J’ai oublié ce que je voulais retenir. Une lumière si particulière, sur le quai de Seine, dans la chaleur de cet été là, étouffant et tenace, sous le rideau mirifique de lumière qui soulignait la forme de ton corps. Je ne contrôle pas ce que j’ai vu. D’ailleurs cela s’est inscrit à même l’image, comme à fleur de peau. Ce qui s’est passé, ce qui est à venir, rien ne nous est vraiment accessible. Il n’y a que maintenant qui compte. La silhouette dont je ne sais plus dans quel sens je la perçois, s’approche-t-elle de moi ou s’éloigne-t-elle ? Le mouvement de ses bras esquisse une danse, il l’accompagne plutôt mais je n’entends aucune musique, si ce n’est celle assourdissante des cris des enfants qui piaillent et s’esclaffent de se tremper ainsi et de voir leurs têtes nues se recouvrir d’une fine pellicule de gouttelettes, un manteau de perles si denses qu’on les dirait transparentes. Un poème dont je me souviens par cœur, que je récite les yeux fermés. Je retiens ce que je voulais oublier.

Dans un équilibre précaire.

Librairie ancienne moderne de Paul Gribaudo, Rue Vivienne, Paris 2ème

Avec Nora, ce furent d’abord les livres, comme toujours. Il y a le soir, il y a la fatigue d’avoir perdu son temps dans les cafés en lisant le journal qui est toujours le même journal, alors qu’à la bibliothèque, tous les livres nous attendent sagement sur leurs étagères. Il suffit d’en ouvrir un au hasard, d’en feuilleter quelques pages avant d’en parcourir les premières lignes qui se présentent à nos yeux, on peut le fermer, on entre dans une histoire qui n’est pas la notre mais nous accueille comme si nous en avions toujours été le personnage central.
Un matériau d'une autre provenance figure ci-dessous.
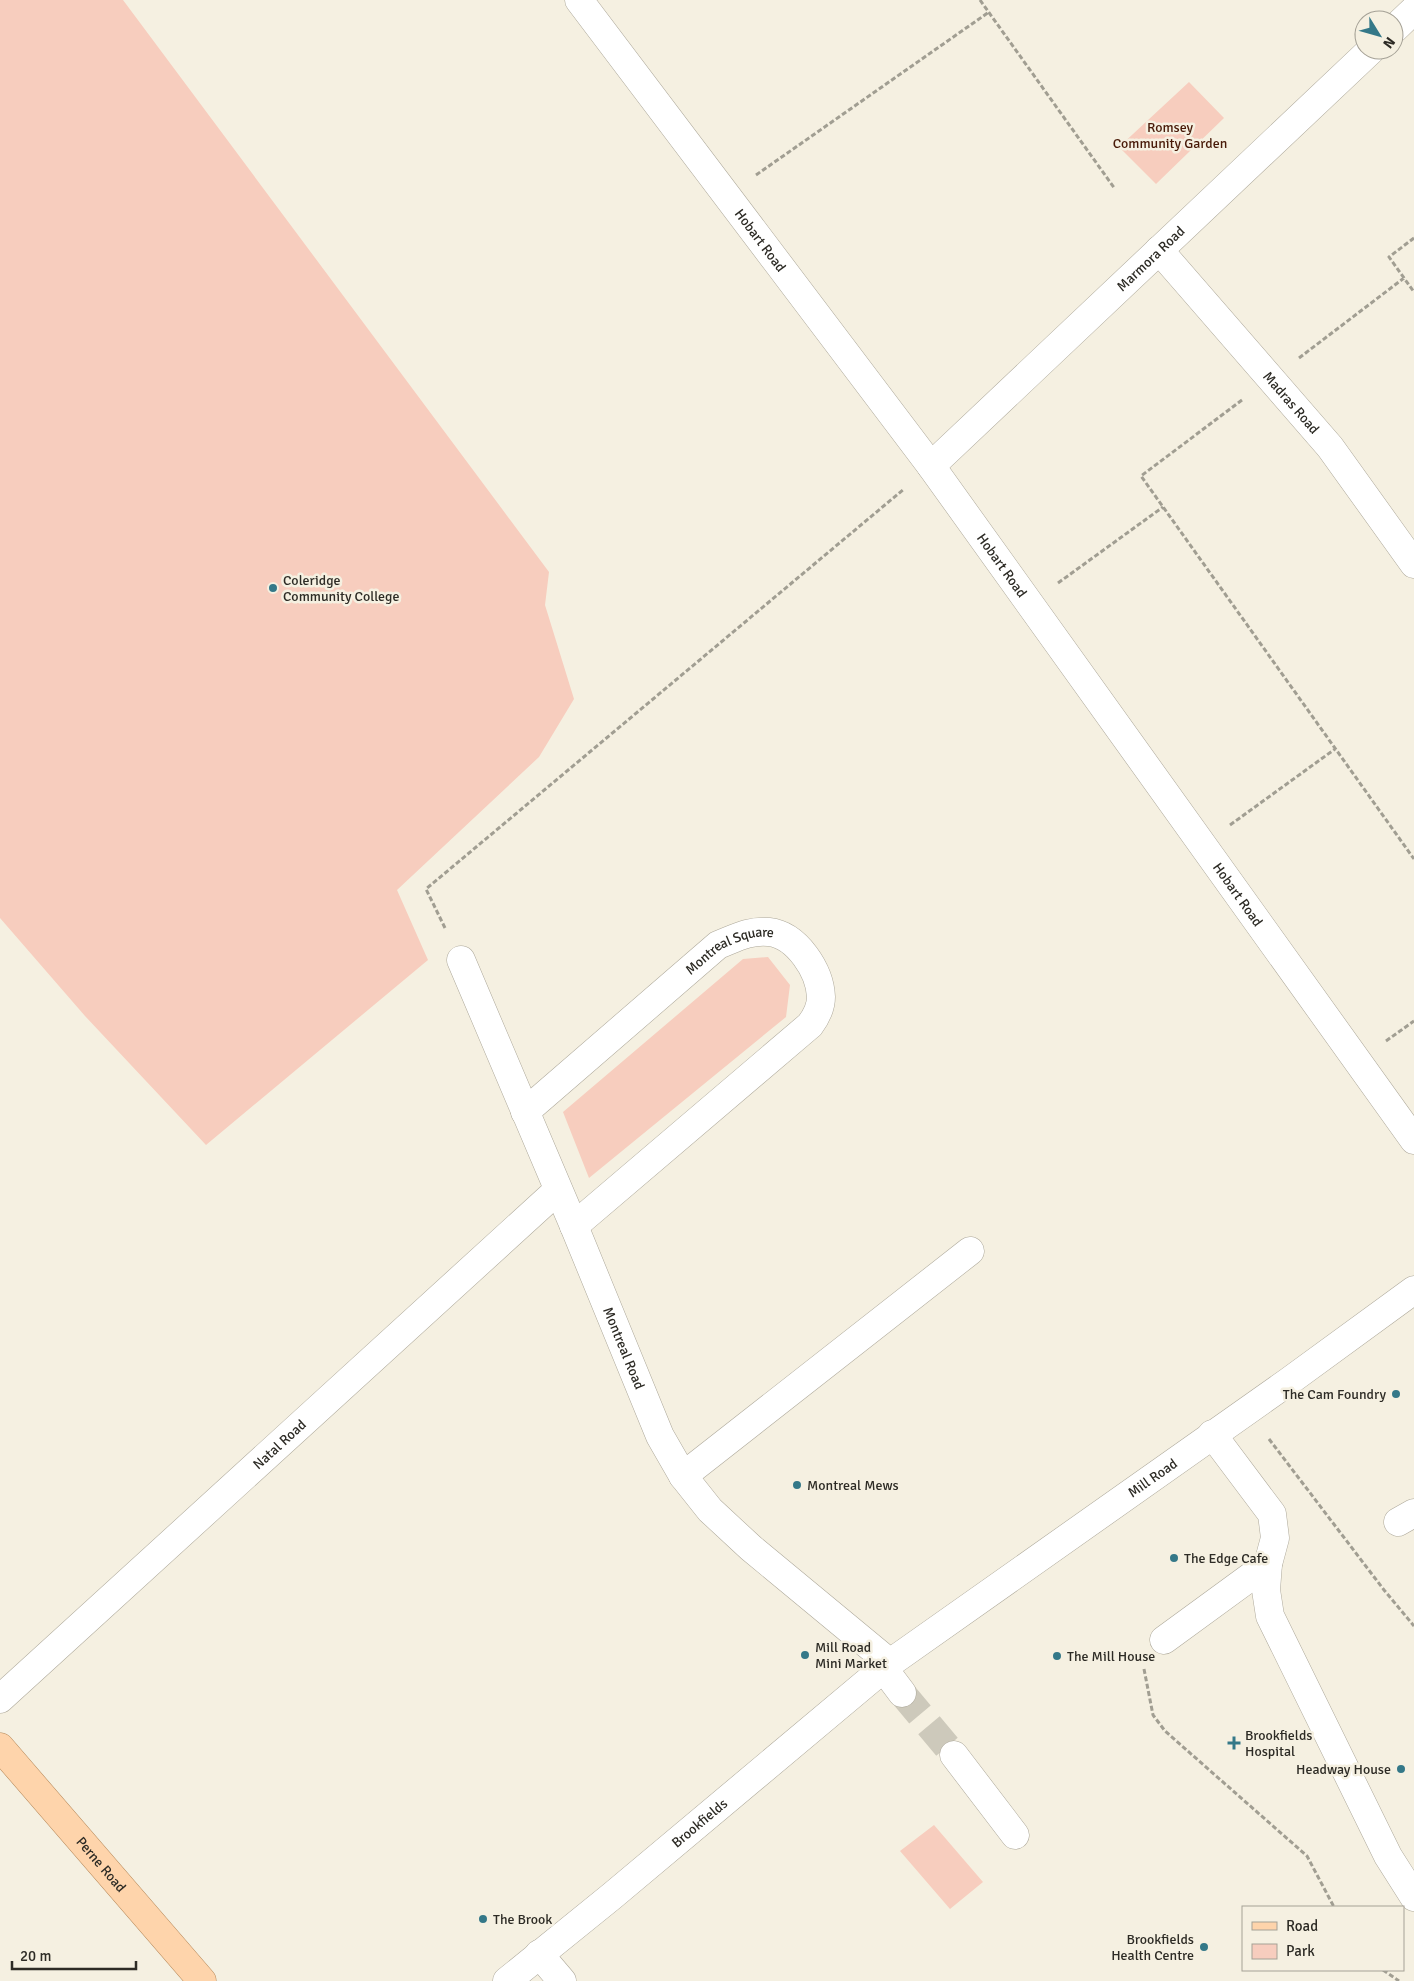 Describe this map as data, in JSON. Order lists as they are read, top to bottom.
{
  "streets": {
    "main road": ["Perne Road"],
    "street": [
      "Hobart Road",
      "Marmora Road",
      "Madras Road",
      "Montreal Square",
      "Montreal Road",
      "Natal Road",
      "Mill Road",
      "Brookfields"
    ]
  },
  "crossings": [
    ["Hobart Road", "Marmora Road"],
    ["Marmora Road", "Madras Road"],
    ["Montreal Square", "Montreal Road"],
    ["Montreal Road", "Natal Road"],
    ["Montreal Road", "Mill Road"],
    ["Montreal Road", "Brookfields"],
    ["Mill Road", "Brookfields"]
  ],
  "parks": ["Romsey Community Garden"],
  "places": {
    "other": [
      "Coleridge Community College",
      "The Cam Foundry",
      "Montreal Mews",
      "The Edge Cafe",
      "Mill Road Mini Market",
      "The Mill House",
      "Headway House",
      "The Brook",
      "Brookfields Health Centre"
    ],
    "health": ["Brookfields Hospital"]
  },
  "legend": ["Road", "Park"],
  "scale_bar": "20 m",
  "north": "bottom right"
}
Et si l’on ouvre un autre livre, juste après sans réfléchir, sans choisir l’ouvrage en question, en laissant simplement glisser son doigt sur les tranches aux couleurs jaunies par le soleil et dont la poussière recouvre le dessus, l’histoire change tout à coup de direction, saute d’un monde à un autre dont les seules frontières sont celles du temps qui accueille ce récit débridé, entre les lignes imaginaires d’un jeu sans règles ni fin.

Architexture.

Rue de la Tombe Issoire, Paris 14ème

Sur le mur de l’immeuble, dans le recoin qu’il formait dans cette rue à la courbe très légèrement pentue, deux séries de panneaux publicitaires couvraient une grande partie des deux premiers étages, la perspective à distance plaçait au même niveau la façade sur la rue et son mur perpendiculaire, les affiches qui d’habitude recouvraient les emplacements dédiés à cet usage commercial étaient recouvertes de lais de couleurs posés à la hâte, pour dissimuler une annonce qui, une fois la période de sa diffusion dépassée, ne devait plus être visible, mais avant d’être effacées par d’autres publicités, pour promouvoir une marque de lessive, de voiture, de parfum, un prêt immobilier ou une boisson gazeuse, avec le temps, la chaleur, les coins commençaient à se détacher légèrement du fond, en tuiles disjointes, voile évanescente, comme la mue d’un serpent, fragile, éphémère, transformant la perception architecturale du bâtiment soudain fragilisée, nous donnant l’impression d’un château de cartes.